Noteworthy, 16-week treatment with sitagliptin did not affect selected inflammatory biomarkers even in HIV-positive individuals. Ninety patients on stable anti-retroviral therapy, without diabetes, were randomized to sitagliptin- or placebo-receiving groups. Apart from decreased levels of CXCL10 in sitagliptin-treated patients, no differences between both groups were observed in total CD4+ and CD8+ cells counts, as well as levels of C-reactive protein (CRP), interleukin (IL)-6, soluble CD14 (a marker of monocyte activation), soluble receptors for tumor necrosis factor–sTNF-RI, and sTNF-RII, and sDPP4 (Dubé et al. 2019).

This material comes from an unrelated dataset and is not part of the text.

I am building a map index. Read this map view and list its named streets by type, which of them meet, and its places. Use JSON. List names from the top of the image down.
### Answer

On the other hand, in another small study, it has been found that 12-week sitagliptin treatment of 22 patients with T2D caused a significant fall in their plasma concentrations of CRP and IL-6 (Makdissi et al. 2012). This observation might have practical importance, since recent data suggest that the inflammatory response plays a critical role in COVID-19. The serum levels of IL-6 and CRP seem to positively correlate with the severity of COVID-19 course, while inflammatory cytokine storm can lead to severe complications and death (Liu et al. 2020). Possibly, anti-inflammatory effect of sitagliptin could help to prevent and control cytokine storm in COVID-19 patients, being used alone, or more likely, in combination with other already used agents, like anti-IL-6 receptor antibody, tocilizumab, or dexamethasone (Atal and Fatima 2020; Kupferschmidt 2020).

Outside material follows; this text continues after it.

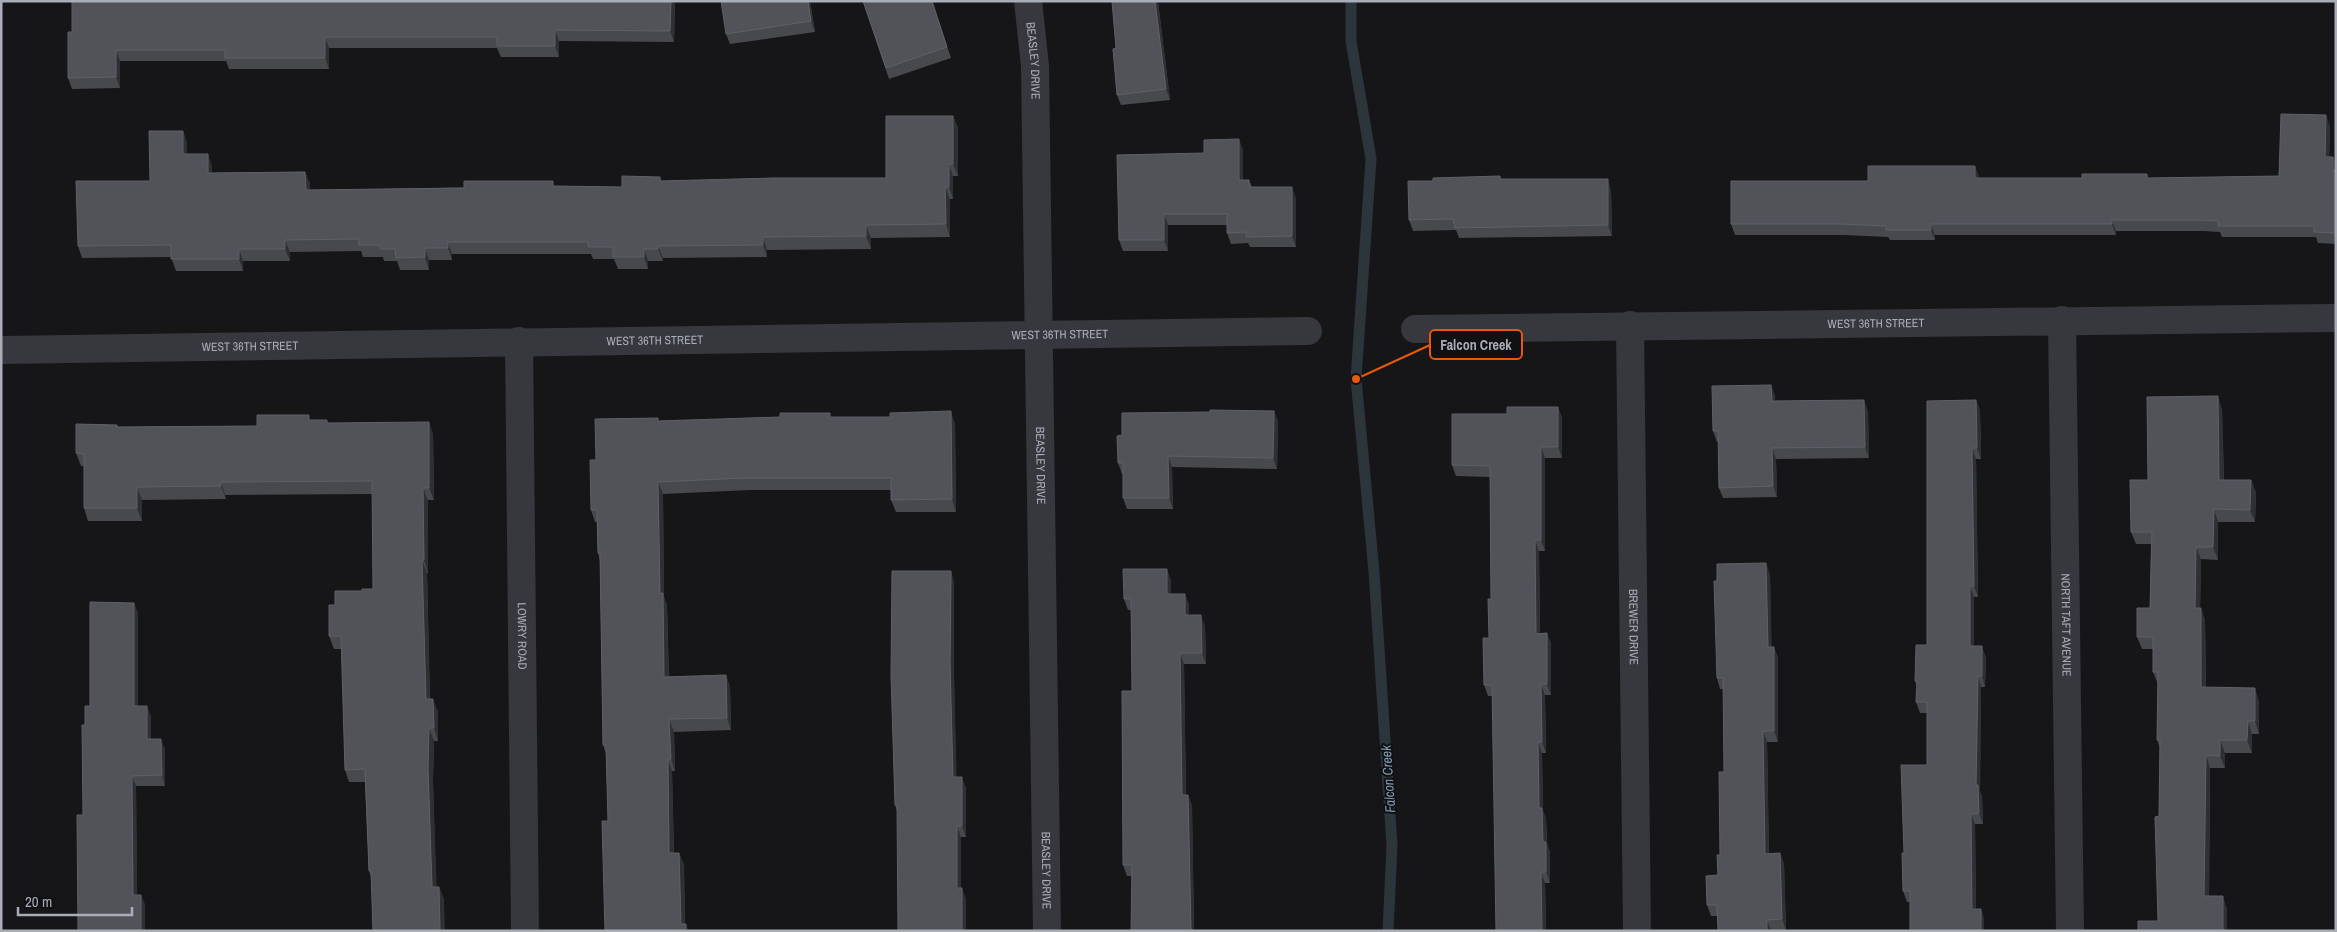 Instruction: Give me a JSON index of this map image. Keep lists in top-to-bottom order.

It is obvious that the best way to evaluate, whether DPP4i may really be safe and useful in patients with SARS-CoV-2 infections, was the direct comparison of disease morbidity and severity among diabetic patients already treated with DPP4i, versus not receiving a such treatment.

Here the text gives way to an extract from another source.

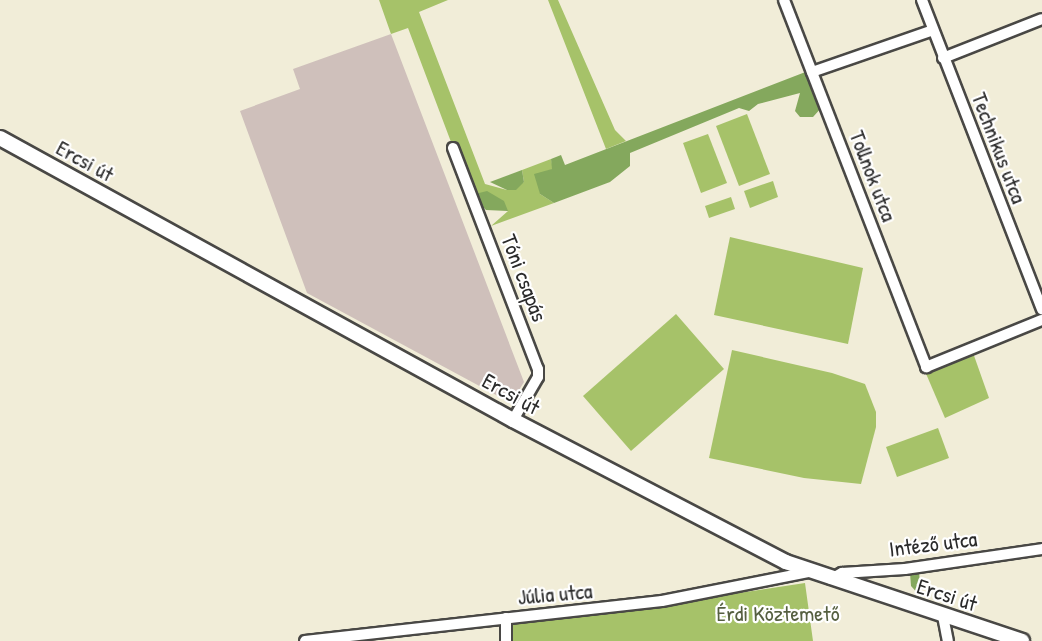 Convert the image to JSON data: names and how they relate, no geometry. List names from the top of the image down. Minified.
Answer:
{"streets":{"main road":["Ercsi út"],"street":["Technikus utca","Tollnok utca","Tóni csapás","Intéző utca","Júlia utca"]},"crossings":[["Ercsi út","Tóni csapás"],["Ercsi út","Intéző utca"],["Ercsi út","Júlia utca"]],"parks":["Érdi Köztemető"]} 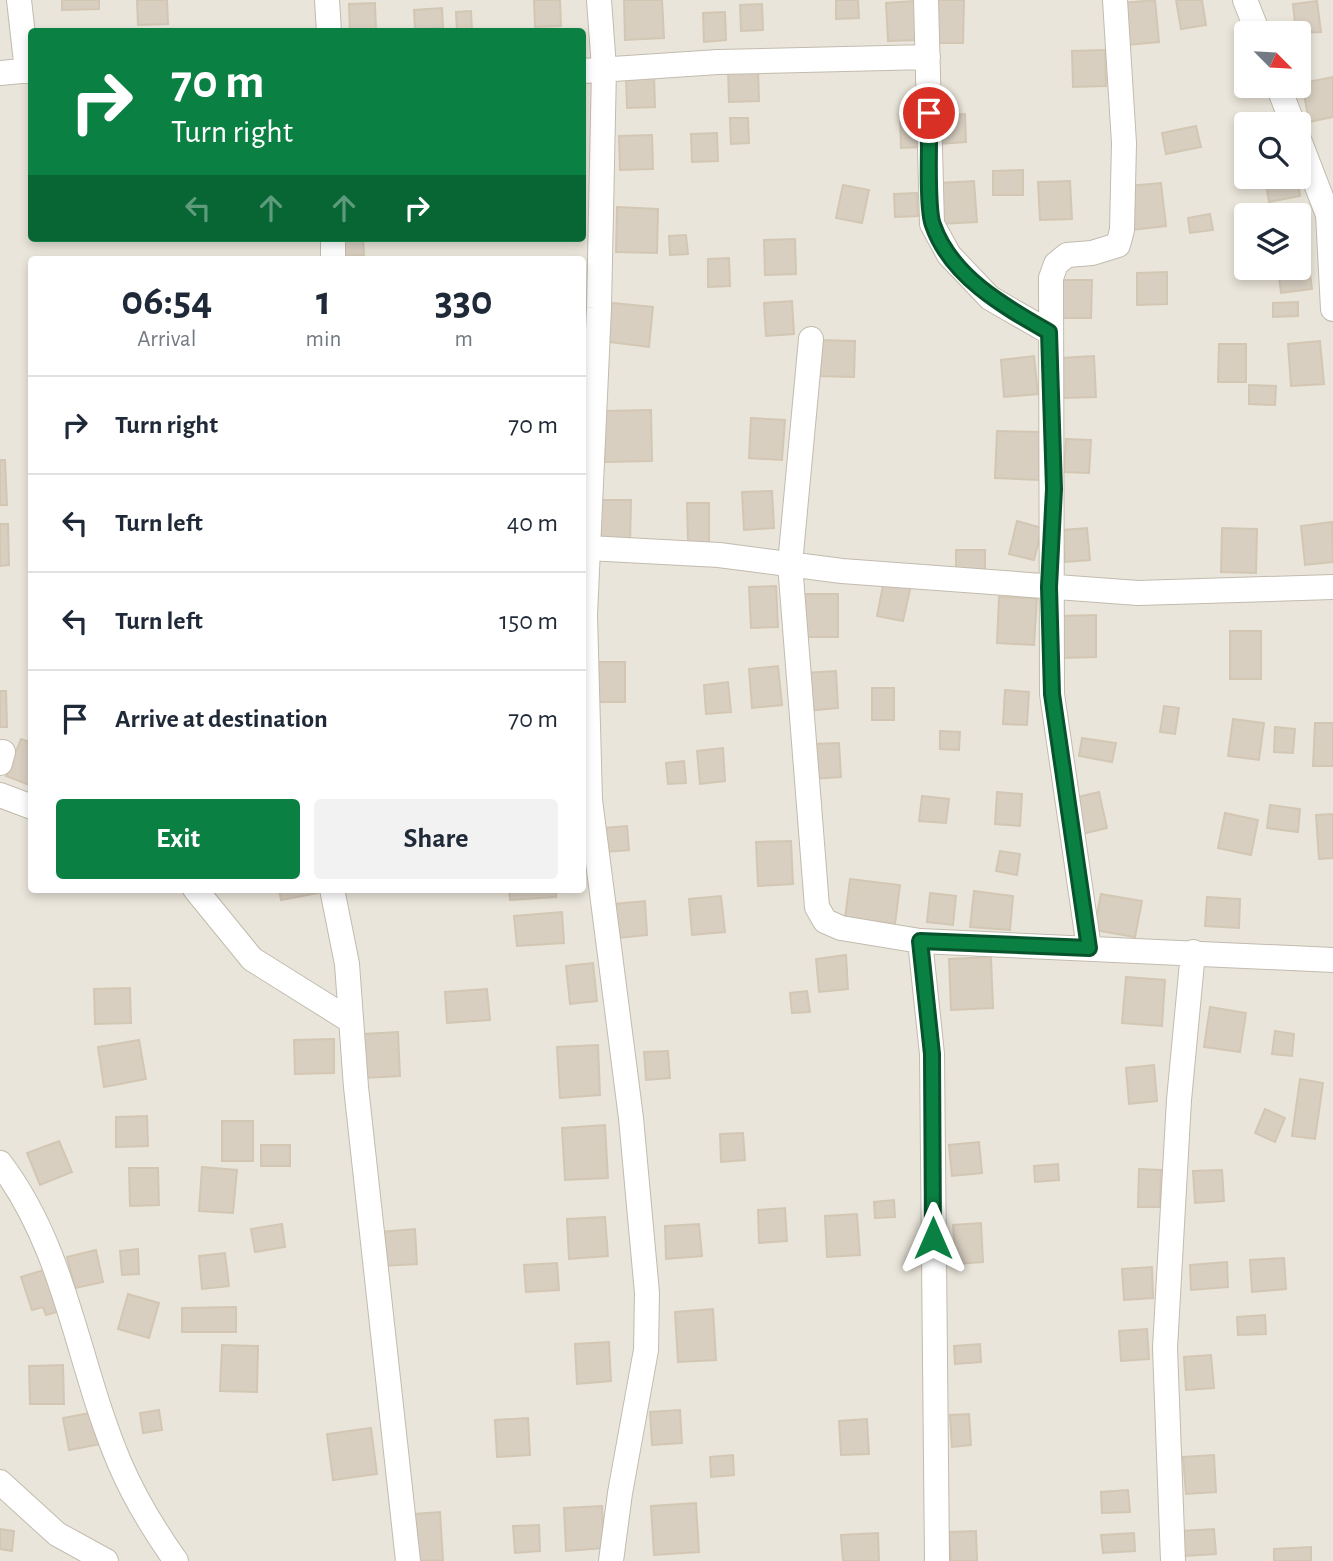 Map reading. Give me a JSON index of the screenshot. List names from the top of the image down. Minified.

In retrospective epidemiological study, Fadini et al. (2020) have analyzed group of 85 patients with T2D, hospitalized for COVID-19. Among them, only nine individuals used anti-DPP4 therapy prior to infection. Authors did not find any evidence that treatment with gliptins might affect hospitalization due to COVID-19 as compared to other T2D patients, without DPP4i. However, due to very low number of individuals included for analysis, the value of aforementioned study is strongly limited.

Interestingly, similar conclusion came from a large-scale French CORONADO (Coronavirus SARS-CoV-2 and Diabetes Outcomes) study. The investigators have assessed 1317 individuals with T2D and COVID-19, among them 284 (21.6%) patients were treated with gliptins. Similarly to report by Fadini et al. (2020), the analysis did not indicate any significant impact of DPP4i therapy on COVID-19 course in diabetic patients (Scheen et al. 2020).

In contrast to aforementioned, the opposite conclusion was provided from the Italian multicenter trial–SIDIACO (Sitagliptin in Type 2 Diabetes and COVID-19). The study concerned 338 hospitalized T2D patients with COVID-19. At the time of hospitalization, patients were allocated into two treatment groups: sitagliptin and standard-of-care, or standard-of-care only, at a ratio 1:1. The clinical analysis has shown that the addition of sitagliptin to standard-of-care treatment, when compared to standard-of-care only, was associated with significant improvement of clinical outcomes (60% vs. 38%) and reduced mortality (18% vs 37% of deceased patients, respectively) (Solerte et al. 2020b). However, to clarify the exact mechanism of presumable beneficial effects of gliptins in COVID-19 patients, more data from ongoing clinical trials are required.

Conclusion

Despite extensive studies on COVID-19, there is no fully effective treatment available so far. Although structural models predict the tight binding between SARS-CoV-2 spike protein and human DPP4 on the cell surface, still there is no direct evidence to confirm the clinical relevance of such interaction. Certainly, the question, whether DPP4 inhibitors, gliptins, will emerge as a “holy grail” or just another dead end in COVID-19 research, may be important not only for T2D patients. However, since gliptins are widely used mainly to manage those patients, the exact role of DPP4 modulation in SARS-CoV-2 infection, at least in that group, urgently needs to be clarified.